Home For The Holidays

The hostess for our holiday feast is Gretchen Marks. She's opened up her home to us located in the outskirts of Columbus, Indiana. I'm excited to prepare most of our meal in her fireplace, especially the two local ducks I purchased from Maple Leaf Farms.

If you want, you can cook duck so it's medium rare and pink on the inside, but we're going to cook more of a traditional roast duck where the skin will be crispy and crunchy.

Start With The Seasoning

First, we season the outsides of our two 3 1/2 pound ducks with salt and freshly ground pepper.

Inside the cavity, I throw in half a lemon. The juice provides acid and the zest has a wonderful fragrance of citrus that will perfume the ducks.

Then of course we're going to add garlic, which is one of our favorite flavors. Cut the garlic clove east to west so you expose all of the openings of the garlic.

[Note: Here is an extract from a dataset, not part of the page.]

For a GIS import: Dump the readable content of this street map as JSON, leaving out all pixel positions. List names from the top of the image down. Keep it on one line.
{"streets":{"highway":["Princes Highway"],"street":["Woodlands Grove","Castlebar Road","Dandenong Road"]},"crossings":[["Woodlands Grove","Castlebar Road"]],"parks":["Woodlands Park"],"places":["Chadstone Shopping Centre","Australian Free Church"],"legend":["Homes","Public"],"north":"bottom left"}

Finish seasoning the cavity with rosemary and thyme. The rosemary has that oily, piny aroma to it which goes well with the richness and fattiness of duck. These herbs are also herbs that last later into the fall and early winter outside. If you cover them up with some leaves from the garden, you can keep them going almost through the New Year.

Light My Fire

Gretchen lit the fire in the fireplace around 7:00am. We are placing the seasoned ducks over the fire around 10:00am after it has burnt down a bit. You don't want to cook over a high flame, and you don't want the ducks to drip on the fire causing flare-ups.

Start with ducks breast-side down to get the skin nice and crispy.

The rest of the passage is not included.